(Exercise materials)

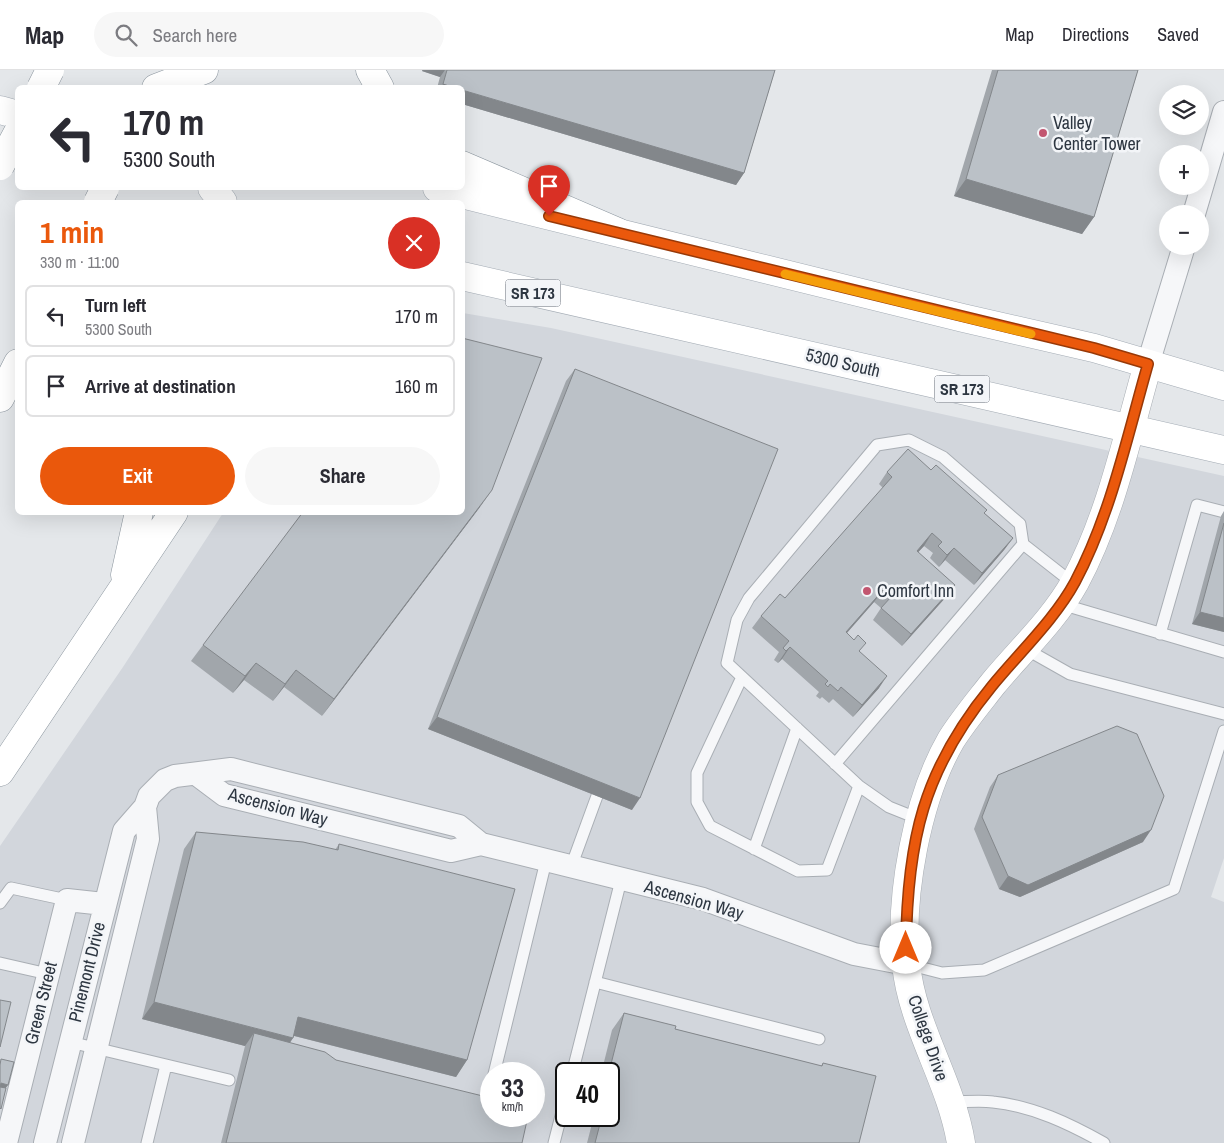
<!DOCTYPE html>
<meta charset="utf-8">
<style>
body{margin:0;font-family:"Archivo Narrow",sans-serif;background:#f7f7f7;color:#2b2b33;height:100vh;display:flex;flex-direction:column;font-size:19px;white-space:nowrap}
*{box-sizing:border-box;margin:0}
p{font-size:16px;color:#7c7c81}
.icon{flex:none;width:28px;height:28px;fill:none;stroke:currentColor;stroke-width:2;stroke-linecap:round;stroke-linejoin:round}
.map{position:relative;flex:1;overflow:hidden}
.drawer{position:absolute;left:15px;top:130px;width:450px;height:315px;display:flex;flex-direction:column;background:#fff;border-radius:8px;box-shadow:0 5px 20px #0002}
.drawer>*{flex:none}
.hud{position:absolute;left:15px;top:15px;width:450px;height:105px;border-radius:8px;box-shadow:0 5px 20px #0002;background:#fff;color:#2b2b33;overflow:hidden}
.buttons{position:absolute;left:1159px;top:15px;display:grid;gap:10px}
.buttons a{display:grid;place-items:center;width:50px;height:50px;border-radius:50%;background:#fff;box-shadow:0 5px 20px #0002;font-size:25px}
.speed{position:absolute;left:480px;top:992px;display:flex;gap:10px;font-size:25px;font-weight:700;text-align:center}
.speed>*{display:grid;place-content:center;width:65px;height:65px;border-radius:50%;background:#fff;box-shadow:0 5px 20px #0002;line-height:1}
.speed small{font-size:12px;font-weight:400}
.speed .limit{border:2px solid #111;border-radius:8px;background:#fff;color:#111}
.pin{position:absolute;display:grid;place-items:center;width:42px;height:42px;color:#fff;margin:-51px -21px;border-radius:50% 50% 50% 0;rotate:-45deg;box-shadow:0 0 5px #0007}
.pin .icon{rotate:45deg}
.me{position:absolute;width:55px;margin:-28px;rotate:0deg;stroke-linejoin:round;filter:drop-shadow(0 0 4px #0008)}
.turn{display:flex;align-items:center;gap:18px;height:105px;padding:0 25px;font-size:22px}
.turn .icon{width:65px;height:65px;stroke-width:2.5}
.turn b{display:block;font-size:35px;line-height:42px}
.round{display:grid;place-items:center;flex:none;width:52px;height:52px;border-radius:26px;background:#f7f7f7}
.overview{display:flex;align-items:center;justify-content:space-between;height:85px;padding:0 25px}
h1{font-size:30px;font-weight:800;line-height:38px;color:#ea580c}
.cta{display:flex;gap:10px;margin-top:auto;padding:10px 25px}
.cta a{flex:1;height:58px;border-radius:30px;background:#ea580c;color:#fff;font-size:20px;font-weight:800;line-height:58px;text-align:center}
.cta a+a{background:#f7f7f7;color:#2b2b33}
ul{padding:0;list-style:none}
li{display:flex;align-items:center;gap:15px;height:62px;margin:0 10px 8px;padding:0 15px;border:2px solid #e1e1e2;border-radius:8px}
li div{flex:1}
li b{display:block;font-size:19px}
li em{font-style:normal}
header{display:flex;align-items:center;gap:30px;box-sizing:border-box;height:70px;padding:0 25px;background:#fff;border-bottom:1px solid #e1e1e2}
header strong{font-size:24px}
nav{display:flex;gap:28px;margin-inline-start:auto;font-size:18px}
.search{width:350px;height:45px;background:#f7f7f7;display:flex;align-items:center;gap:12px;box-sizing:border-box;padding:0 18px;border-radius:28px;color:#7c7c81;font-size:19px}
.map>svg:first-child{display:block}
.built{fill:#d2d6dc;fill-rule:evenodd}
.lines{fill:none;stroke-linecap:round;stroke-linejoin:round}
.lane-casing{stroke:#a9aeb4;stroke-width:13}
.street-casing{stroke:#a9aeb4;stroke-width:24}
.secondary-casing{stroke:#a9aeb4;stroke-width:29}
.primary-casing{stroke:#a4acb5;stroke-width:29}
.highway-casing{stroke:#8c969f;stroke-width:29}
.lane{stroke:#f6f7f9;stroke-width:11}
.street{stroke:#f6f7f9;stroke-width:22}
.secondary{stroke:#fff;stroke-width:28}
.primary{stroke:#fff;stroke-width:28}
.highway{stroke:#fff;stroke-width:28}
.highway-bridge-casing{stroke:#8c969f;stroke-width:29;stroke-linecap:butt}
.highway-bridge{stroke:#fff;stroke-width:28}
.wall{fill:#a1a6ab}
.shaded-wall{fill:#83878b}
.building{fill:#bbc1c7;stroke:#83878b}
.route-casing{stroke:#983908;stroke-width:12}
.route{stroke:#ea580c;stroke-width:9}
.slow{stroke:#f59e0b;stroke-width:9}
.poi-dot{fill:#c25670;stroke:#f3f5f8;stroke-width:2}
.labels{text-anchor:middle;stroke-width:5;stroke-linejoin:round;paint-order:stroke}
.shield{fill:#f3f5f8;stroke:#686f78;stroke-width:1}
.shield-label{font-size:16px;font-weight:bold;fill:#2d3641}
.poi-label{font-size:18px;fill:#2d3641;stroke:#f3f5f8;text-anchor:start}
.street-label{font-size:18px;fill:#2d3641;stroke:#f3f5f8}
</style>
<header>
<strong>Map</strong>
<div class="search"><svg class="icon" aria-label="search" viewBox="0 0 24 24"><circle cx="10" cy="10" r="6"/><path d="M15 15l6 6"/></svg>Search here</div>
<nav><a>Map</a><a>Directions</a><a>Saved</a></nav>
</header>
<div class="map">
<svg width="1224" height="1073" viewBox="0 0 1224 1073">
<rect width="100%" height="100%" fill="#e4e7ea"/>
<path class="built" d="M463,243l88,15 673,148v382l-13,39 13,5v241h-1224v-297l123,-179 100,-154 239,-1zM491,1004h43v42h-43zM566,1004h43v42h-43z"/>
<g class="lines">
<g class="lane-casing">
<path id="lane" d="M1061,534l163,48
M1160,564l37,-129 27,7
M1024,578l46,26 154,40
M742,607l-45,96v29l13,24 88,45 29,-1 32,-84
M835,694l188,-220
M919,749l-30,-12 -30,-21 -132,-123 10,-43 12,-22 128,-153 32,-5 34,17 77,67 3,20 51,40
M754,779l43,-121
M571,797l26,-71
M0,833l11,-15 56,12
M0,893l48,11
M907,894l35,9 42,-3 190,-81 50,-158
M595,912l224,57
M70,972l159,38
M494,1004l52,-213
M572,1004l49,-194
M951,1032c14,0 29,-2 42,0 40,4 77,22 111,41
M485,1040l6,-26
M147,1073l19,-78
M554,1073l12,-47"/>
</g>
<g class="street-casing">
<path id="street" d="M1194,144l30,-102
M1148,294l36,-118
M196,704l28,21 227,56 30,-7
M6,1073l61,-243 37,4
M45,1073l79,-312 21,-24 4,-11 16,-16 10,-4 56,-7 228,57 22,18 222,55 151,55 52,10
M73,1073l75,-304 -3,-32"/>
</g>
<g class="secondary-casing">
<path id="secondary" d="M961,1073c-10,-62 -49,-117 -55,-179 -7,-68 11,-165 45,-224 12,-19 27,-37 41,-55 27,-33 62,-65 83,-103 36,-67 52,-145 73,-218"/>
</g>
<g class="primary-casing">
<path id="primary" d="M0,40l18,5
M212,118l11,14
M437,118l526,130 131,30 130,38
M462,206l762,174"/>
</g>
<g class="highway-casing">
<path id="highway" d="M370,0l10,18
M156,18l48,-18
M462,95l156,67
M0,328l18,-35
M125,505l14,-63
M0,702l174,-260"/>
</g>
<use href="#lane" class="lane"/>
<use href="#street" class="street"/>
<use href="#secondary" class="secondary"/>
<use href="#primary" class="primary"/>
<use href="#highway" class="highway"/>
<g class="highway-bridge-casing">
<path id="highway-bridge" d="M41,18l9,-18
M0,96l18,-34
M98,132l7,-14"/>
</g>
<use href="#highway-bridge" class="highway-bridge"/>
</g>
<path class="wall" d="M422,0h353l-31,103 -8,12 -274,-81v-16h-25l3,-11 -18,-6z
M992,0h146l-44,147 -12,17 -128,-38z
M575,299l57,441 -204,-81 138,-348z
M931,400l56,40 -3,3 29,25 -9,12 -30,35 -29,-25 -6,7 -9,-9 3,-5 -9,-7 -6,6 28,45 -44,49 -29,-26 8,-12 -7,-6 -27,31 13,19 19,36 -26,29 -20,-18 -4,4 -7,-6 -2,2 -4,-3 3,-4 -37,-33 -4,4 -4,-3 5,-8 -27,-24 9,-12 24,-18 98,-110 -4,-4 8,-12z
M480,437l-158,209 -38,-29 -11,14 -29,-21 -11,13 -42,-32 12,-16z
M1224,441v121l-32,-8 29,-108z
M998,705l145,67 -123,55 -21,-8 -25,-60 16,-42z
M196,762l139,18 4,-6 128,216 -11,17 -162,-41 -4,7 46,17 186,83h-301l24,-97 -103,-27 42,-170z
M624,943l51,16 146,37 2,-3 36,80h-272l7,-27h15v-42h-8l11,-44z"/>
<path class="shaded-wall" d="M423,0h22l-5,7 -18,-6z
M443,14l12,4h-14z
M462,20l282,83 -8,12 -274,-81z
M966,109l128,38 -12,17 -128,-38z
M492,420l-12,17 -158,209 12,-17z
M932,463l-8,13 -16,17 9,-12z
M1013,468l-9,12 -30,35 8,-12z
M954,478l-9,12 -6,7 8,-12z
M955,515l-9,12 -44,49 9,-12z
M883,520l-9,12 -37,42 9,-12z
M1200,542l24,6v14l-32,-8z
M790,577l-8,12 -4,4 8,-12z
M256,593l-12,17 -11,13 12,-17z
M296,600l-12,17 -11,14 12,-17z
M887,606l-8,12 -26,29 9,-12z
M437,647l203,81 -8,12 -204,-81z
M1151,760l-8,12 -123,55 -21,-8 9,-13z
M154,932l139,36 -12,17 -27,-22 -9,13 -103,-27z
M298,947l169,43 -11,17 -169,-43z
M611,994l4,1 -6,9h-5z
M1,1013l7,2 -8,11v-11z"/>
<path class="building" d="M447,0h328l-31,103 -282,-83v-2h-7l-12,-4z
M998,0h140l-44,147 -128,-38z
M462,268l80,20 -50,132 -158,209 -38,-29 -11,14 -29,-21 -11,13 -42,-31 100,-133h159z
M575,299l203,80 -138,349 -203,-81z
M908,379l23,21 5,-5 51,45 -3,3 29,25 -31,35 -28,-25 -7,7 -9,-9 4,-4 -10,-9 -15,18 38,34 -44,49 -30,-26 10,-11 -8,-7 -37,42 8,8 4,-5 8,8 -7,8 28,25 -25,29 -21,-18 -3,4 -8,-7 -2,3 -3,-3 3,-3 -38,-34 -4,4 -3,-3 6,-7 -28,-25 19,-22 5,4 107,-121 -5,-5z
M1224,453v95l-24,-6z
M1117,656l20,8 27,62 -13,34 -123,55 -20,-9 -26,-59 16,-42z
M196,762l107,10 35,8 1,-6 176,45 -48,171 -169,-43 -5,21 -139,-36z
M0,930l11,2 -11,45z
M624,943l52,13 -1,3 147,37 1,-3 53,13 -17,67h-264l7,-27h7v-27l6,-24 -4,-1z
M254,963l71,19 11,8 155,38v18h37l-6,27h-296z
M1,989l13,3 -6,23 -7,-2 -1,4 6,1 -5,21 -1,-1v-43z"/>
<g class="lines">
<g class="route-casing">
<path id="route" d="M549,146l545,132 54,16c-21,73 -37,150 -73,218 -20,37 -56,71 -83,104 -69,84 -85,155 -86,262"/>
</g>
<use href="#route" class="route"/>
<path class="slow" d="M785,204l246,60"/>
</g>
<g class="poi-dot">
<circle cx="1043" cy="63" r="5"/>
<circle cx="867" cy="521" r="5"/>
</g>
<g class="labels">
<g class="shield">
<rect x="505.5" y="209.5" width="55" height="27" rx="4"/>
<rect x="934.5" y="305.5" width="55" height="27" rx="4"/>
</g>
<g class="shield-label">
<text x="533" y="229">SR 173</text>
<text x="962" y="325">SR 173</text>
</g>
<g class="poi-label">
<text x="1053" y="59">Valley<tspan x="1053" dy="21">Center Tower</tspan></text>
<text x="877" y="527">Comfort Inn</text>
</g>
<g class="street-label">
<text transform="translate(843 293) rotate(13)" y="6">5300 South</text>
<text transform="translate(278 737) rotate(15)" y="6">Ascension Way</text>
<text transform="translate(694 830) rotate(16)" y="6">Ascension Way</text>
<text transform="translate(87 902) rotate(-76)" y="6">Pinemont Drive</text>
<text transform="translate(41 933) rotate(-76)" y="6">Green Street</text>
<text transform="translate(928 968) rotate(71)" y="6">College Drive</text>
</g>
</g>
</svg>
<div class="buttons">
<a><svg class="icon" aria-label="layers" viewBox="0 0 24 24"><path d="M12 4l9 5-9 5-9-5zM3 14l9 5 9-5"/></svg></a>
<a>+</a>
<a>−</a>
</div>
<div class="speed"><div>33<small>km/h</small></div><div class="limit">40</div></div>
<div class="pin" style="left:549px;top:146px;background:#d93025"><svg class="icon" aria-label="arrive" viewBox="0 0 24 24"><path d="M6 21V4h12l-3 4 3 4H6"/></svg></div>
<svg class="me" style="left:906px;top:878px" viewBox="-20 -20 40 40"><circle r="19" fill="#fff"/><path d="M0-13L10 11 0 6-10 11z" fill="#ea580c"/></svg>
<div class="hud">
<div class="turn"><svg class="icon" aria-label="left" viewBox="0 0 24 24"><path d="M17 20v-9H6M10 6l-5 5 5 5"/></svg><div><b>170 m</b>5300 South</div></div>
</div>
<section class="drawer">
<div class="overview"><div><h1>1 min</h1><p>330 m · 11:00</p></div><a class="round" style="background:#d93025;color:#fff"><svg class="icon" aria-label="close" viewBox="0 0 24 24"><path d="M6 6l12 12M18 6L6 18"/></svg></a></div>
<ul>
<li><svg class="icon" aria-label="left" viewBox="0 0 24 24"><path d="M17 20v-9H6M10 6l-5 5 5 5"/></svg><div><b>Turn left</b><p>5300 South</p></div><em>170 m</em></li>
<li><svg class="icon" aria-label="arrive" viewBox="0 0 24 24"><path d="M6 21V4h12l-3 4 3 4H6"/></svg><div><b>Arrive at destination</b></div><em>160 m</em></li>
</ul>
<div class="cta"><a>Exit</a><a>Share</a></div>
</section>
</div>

(End Exercise materials)

Go through the records above and return each line in which the word "position" occurs.

.map{position:relative;flex:1;overflow:hidden}
.drawer{position:absolute;left:15px;top:130px;width:450px;height:315px;display:flex;flex-direction:column;background:#fff;border-radius:8px;box-shadow:0 5px 20px #0002}
.hud{position:absolute;left:15px;top:15px;width:450px;height:105px;border-radius:8px;box-shadow:0 5px 20px #0002;background:#fff;color:#2b2b33;overflow:hidden}
.buttons{position:absolute;left:1159px;top:15px;display:grid;gap:10px}
.speed{position:absolute;left:480px;top:992px;display:flex;gap:10px;font-size:25px;font-weight:700;text-align:center}
.pin{position:absolute;display:grid;place-items:center;width:42px;height:42px;color:#fff;margin:-51px -21px;border-radius:50% 50% 50% 0;rotate:-45deg;box-shadow:0 0 5px #0007}
.me{position:absolute;width:55px;margin:-28px;rotate:0deg;stroke-linejoin:round;filter:drop-shadow(0 0 4px #0008)}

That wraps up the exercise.